=== Section Start ===
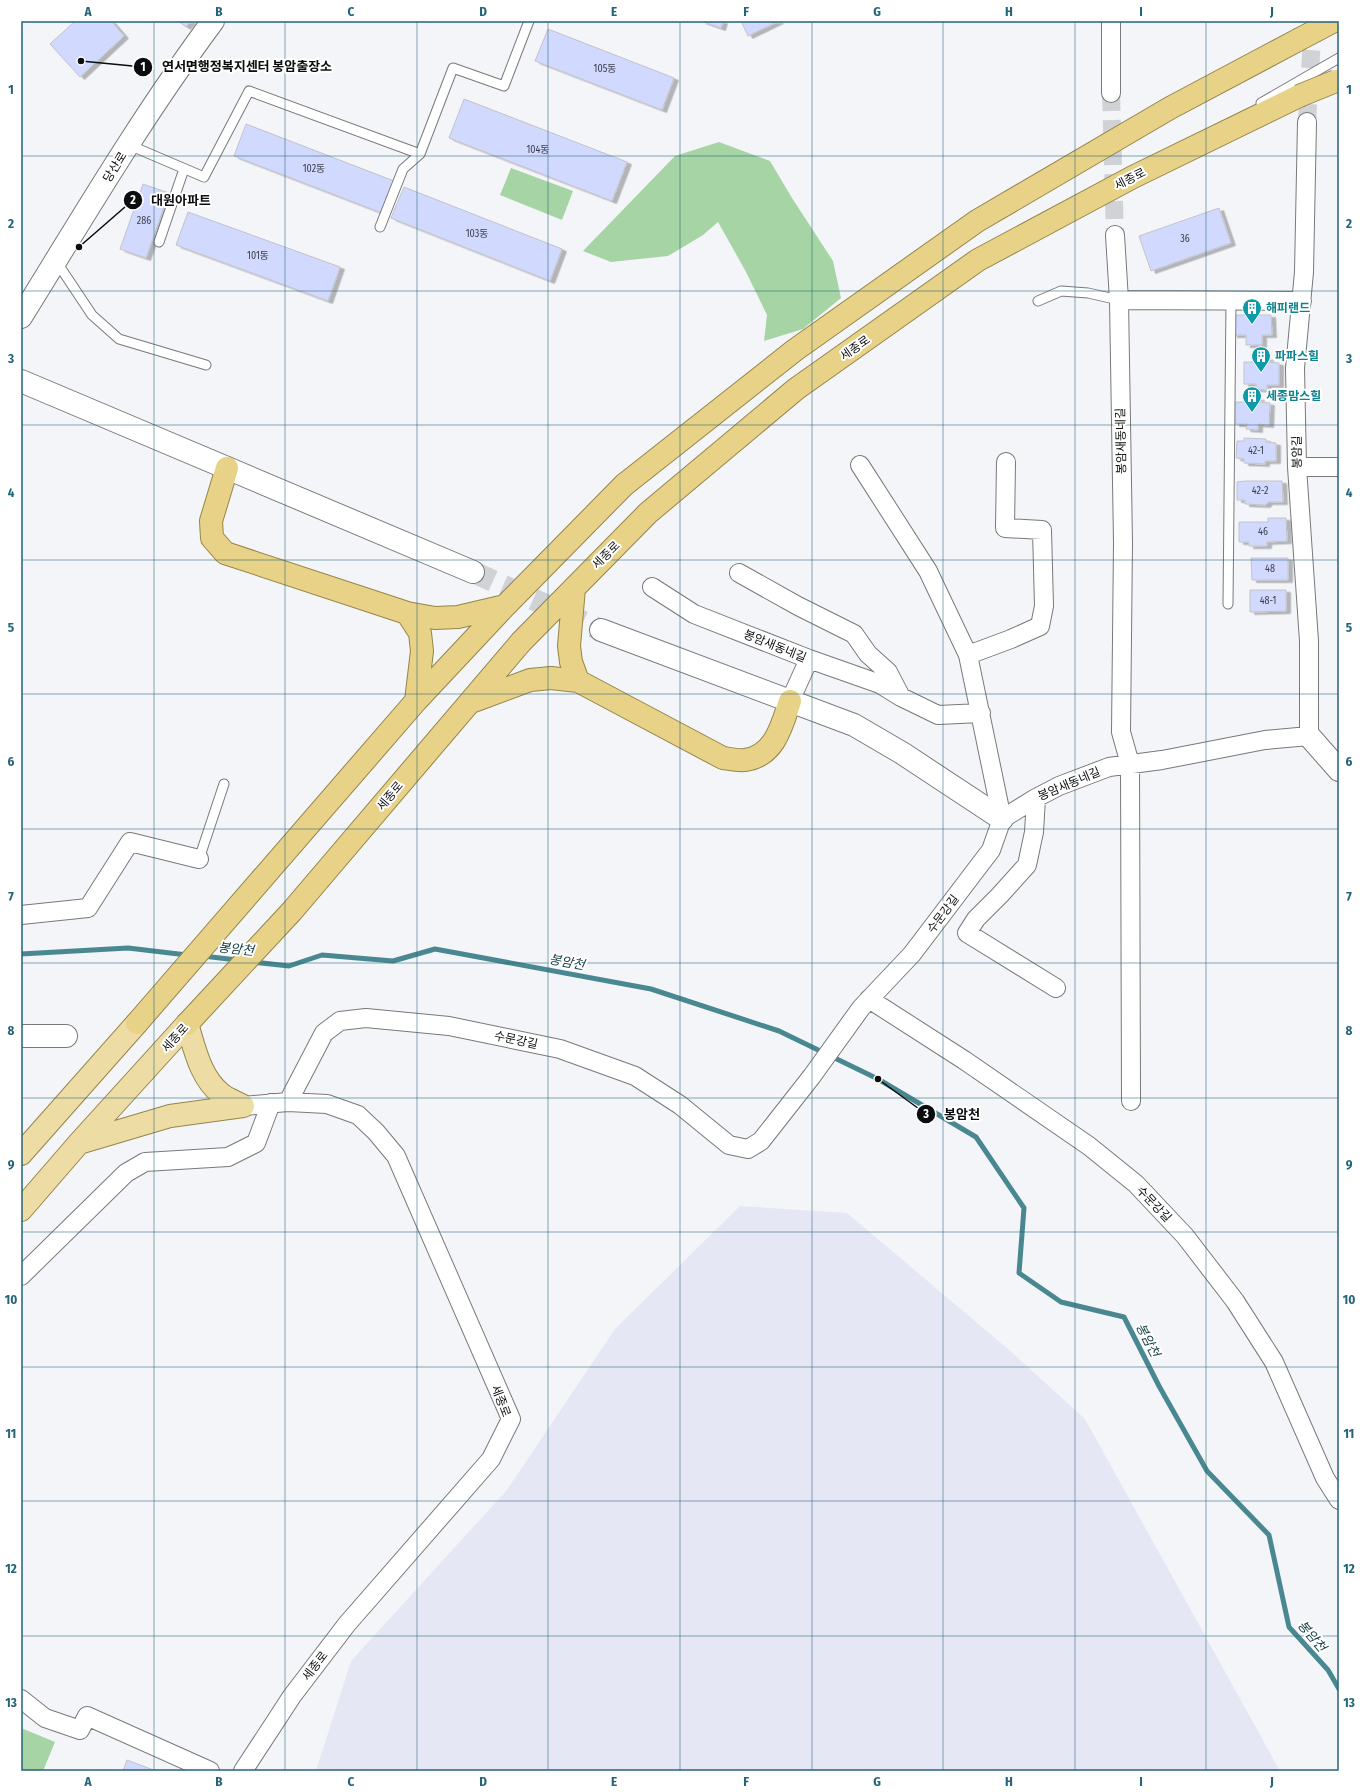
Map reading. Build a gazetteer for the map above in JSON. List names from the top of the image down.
{
  "streets": {
    "highway": ["세종로"],
    "street": [
      "당산로",
      "봉암새동네길",
      "봉암길",
      "수문강길"
    ]
  },
  "crossings": [
    ["세종로", "수문강길"],
    ["봉암새동네길", "봉암길"],
    ["봉암새동네길", "수문강길"]
  ],
  "water": ["봉암천"],
  "places": {
    "other": ["연서면행정복지센터 봉암출장소", "대원아파트", "봉암천"],
    "building": ["해피랜드", "파파스힐", "세종맘스힐"]
  },
  "house_numbers": [
    "105동",
    "104동",
    "102동",
    "286",
    "103동",
    "36",
    "101동",
    "42-1",
    "42-2",
    "46",
    "48",
    "48-1"
  ],
  "grid": {
    "columns": [
      "A",
      "B",
      "C",
      "D",
      "E",
      "F",
      "G",
      "H",
      "I",
      "J"
    ],
    "rows": [
      "1",
      "2",
      "3",
      "4",
      "5",
      "6",
      "7",
      "8",
      "9",
      "10",
      "11",
      "12",
      "13"
    ]
  }
}
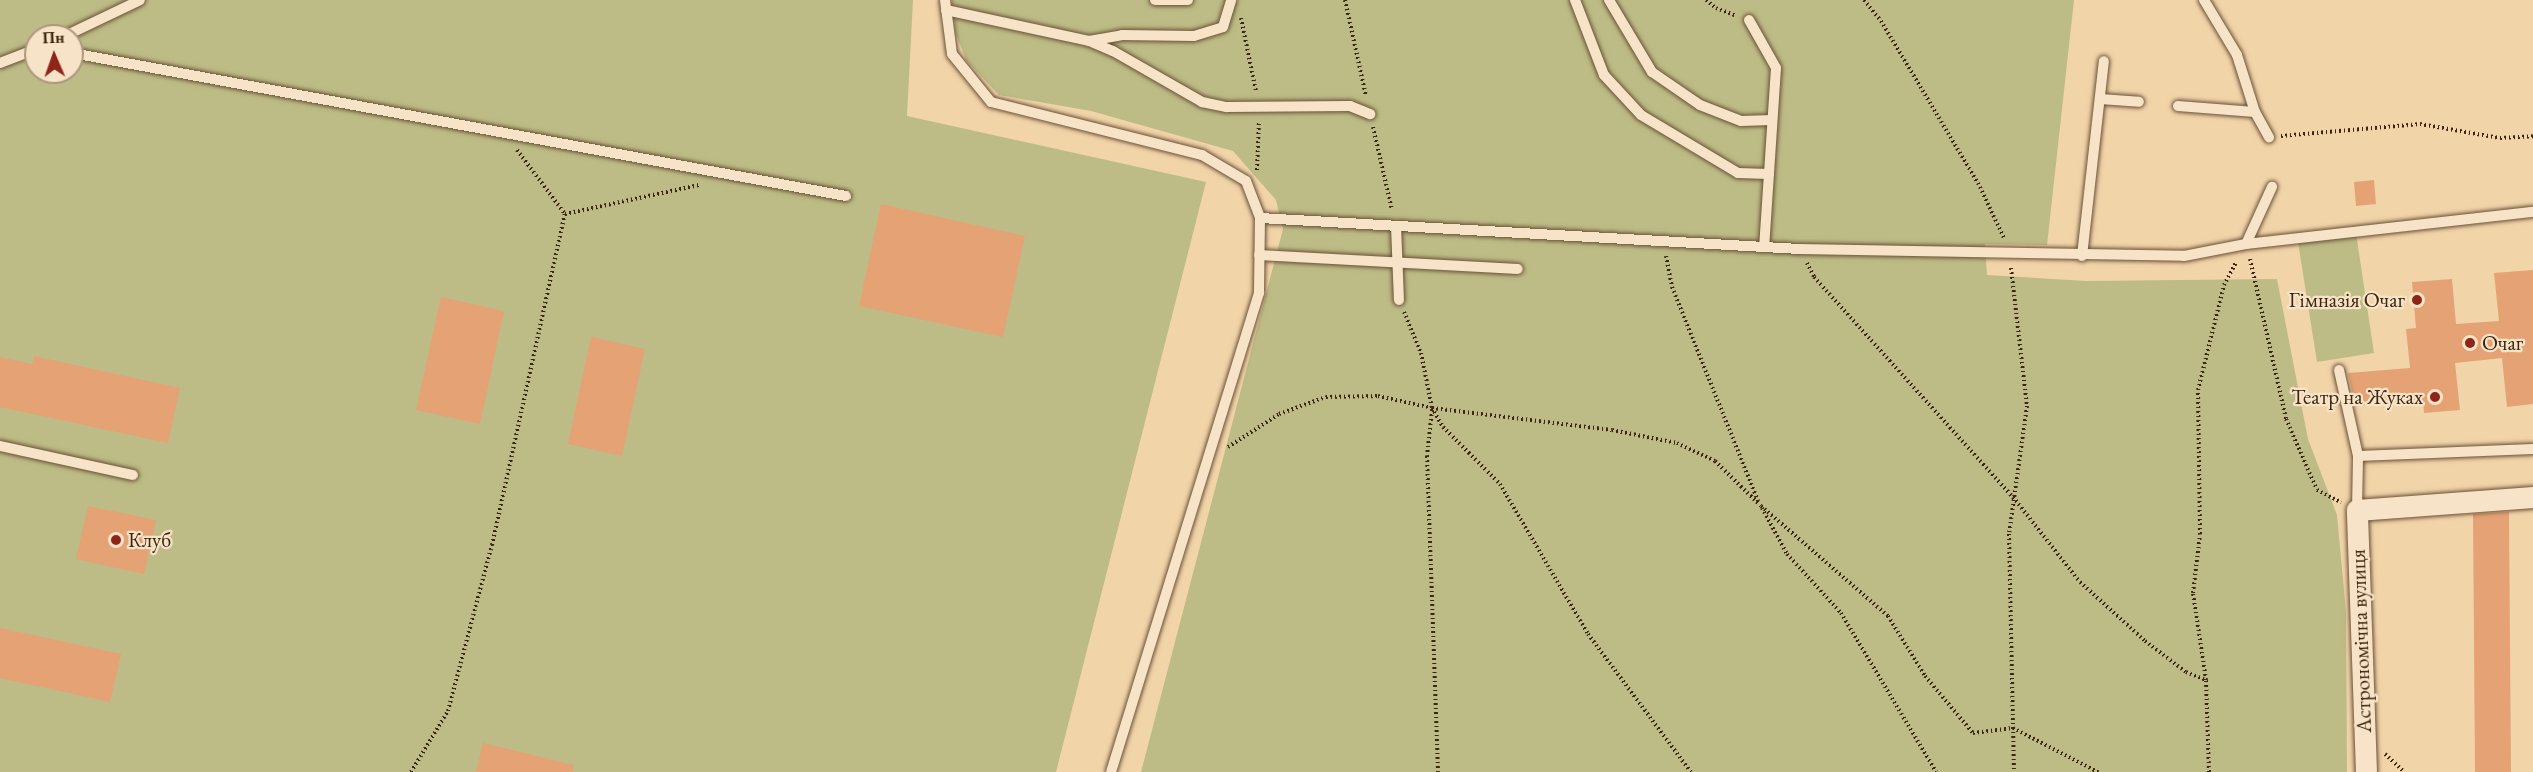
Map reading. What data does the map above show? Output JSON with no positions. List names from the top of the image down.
{
  "streets": {
    "street": ["Астрономічна вулиця"]
  },
  "places": [
    "Гімназія Очаг",
    "Очаг",
    "Театр на Жуках",
    "Клуб"
  ],
  "north": "top"
}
=== Section End ===
> _EXERCISE DIRECTIONS_
Copy out every entry above word for word; omit the images.

> _EXPECTED OUTPUT_
Map reading. Build a gazetteer for the map above in JSON. List names from the top of the image down.
{
  "streets": {
    "highway": ["세종로"],
    "street": [
      "당산로",
      "봉암새동네길",
      "봉암길",
      "수문강길"
    ]
  },
  "crossings": [
    ["세종로", "수문강길"],
    ["봉암새동네길", "봉암길"],
    ["봉암새동네길", "수문강길"]
  ],
  "water": ["봉암천"],
  "places": {
    "other": ["연서면행정복지센터 봉암출장소", "대원아파트", "봉암천"],
    "building": ["해피랜드", "파파스힐", "세종맘스힐"]
  },
  "house_numbers": [
    "105동",
    "104동",
    "102동",
    "286",
    "103동",
    "36",
    "101동",
    "42-1",
    "42-2",
    "46",
    "48",
    "48-1"
  ],
  "grid": {
    "columns": [
      "A",
      "B",
      "C",
      "D",
      "E",
      "F",
      "G",
      "H",
      "I",
      "J"
    ],
    "rows": [
      "1",
      "2",
      "3",
      "4",
      "5",
      "6",
      "7",
      "8",
      "9",
      "10",
      "11",
      "12",
      "13"
    ]
  }
}
Map reading. What data does the map above show? Output JSON with no positions. List names from the top of the image down.
{
  "streets": {
    "street": ["Астрономічна вулиця"]
  },
  "places": [
    "Гімназія Очаг",
    "Очаг",
    "Театр на Жуках",
    "Клуб"
  ],
  "north": "top"
}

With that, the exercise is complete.